__TASK GOAL__. Search the data for the string "Machado", and report each line where it is found.

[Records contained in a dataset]
━━━━━━━━━━━━━━━━━━━━━━━━━━━━━━

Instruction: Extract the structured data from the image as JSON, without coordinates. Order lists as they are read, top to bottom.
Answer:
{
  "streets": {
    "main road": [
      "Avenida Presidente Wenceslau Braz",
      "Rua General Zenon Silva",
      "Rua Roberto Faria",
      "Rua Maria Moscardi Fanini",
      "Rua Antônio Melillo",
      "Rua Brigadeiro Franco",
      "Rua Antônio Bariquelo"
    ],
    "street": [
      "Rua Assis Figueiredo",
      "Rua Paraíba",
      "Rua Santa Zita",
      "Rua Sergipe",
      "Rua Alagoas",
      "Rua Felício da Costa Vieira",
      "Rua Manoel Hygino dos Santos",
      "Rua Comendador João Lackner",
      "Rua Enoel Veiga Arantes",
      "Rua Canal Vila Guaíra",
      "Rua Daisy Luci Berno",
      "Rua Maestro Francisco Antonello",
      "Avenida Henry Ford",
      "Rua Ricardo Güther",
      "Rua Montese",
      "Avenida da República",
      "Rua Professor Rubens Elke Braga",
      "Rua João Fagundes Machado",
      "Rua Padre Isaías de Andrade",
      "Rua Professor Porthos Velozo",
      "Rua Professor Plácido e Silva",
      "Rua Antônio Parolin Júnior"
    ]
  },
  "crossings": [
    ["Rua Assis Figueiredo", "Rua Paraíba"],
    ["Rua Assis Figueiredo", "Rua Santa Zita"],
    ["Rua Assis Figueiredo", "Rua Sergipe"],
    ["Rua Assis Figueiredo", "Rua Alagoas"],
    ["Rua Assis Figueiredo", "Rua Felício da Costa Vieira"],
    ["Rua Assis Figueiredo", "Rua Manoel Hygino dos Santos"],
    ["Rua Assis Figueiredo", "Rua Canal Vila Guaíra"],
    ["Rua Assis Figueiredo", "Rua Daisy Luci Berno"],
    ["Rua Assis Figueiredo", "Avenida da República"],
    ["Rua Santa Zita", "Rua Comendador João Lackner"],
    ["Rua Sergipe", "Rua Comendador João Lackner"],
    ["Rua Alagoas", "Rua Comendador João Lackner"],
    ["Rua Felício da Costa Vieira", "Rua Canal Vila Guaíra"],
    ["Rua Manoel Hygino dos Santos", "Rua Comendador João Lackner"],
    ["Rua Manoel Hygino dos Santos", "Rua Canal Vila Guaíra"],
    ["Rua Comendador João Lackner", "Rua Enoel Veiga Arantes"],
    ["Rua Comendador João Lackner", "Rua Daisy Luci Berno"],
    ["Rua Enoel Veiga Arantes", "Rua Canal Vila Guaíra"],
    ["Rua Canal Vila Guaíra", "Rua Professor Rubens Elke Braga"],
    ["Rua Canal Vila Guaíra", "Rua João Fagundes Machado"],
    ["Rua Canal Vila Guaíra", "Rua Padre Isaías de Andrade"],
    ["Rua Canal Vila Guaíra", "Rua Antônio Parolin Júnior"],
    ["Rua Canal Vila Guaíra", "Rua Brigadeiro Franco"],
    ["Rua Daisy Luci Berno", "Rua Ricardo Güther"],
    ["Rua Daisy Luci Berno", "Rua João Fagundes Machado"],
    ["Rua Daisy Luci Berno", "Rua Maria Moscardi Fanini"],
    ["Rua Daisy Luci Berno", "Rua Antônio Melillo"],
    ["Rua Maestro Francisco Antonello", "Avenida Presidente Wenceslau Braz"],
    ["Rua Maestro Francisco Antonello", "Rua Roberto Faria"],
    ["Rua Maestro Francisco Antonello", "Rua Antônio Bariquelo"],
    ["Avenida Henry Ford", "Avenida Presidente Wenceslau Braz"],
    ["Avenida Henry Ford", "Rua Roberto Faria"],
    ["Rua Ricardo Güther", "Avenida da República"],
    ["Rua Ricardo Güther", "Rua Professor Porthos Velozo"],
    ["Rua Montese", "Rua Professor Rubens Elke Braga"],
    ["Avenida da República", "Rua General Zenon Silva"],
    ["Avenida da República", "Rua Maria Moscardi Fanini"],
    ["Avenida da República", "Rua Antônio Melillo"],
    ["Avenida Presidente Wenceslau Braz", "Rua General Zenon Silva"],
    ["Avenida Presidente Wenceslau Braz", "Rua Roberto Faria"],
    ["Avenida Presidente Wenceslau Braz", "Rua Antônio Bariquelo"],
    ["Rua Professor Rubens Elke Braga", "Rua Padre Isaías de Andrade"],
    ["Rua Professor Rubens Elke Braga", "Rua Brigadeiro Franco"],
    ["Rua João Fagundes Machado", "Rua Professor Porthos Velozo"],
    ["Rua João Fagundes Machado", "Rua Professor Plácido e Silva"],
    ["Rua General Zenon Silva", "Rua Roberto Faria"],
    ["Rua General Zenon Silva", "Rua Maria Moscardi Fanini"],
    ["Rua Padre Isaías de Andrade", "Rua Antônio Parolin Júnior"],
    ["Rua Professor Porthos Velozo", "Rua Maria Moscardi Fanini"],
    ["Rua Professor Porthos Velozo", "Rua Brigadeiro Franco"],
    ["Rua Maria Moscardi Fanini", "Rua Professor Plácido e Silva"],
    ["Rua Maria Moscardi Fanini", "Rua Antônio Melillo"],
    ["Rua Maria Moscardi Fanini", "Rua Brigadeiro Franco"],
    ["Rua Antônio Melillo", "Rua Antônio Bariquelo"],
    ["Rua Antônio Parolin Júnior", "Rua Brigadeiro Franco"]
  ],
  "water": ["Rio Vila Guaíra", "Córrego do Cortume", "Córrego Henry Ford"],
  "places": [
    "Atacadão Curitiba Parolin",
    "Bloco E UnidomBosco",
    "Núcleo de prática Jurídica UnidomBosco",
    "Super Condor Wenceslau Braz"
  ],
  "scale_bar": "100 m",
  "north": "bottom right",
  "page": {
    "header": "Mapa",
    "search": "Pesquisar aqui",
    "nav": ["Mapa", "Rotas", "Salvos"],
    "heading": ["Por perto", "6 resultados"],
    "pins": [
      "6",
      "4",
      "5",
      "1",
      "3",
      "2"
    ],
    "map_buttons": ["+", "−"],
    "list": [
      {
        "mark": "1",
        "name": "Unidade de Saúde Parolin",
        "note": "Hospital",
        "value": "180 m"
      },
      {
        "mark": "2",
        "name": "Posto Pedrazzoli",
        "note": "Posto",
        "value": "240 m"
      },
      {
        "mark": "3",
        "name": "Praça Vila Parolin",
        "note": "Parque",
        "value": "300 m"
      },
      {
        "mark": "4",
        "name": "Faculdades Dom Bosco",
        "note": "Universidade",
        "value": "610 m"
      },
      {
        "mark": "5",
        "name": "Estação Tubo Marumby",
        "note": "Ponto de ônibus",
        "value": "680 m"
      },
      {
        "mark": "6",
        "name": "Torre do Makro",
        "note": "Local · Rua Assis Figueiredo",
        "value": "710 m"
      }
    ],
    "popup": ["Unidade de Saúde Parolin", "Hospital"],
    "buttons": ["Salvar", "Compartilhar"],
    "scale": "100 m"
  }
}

━━━━━━━━━━━━━━━━━━━━━━━━━━━━━━

__ANSWER TO THIS PROBLEM__.
      "Rua João Fagundes Machado",
    ["Rua Canal Vila Guaíra", "Rua João Fagundes Machado"],
    ["Rua Daisy Luci Berno", "Rua João Fagundes Machado"],
    ["Rua João Fagundes Machado", "Rua Professor Porthos Velozo"],
    ["Rua João Fagundes Machado", "Rua Professor Plácido e Silva"],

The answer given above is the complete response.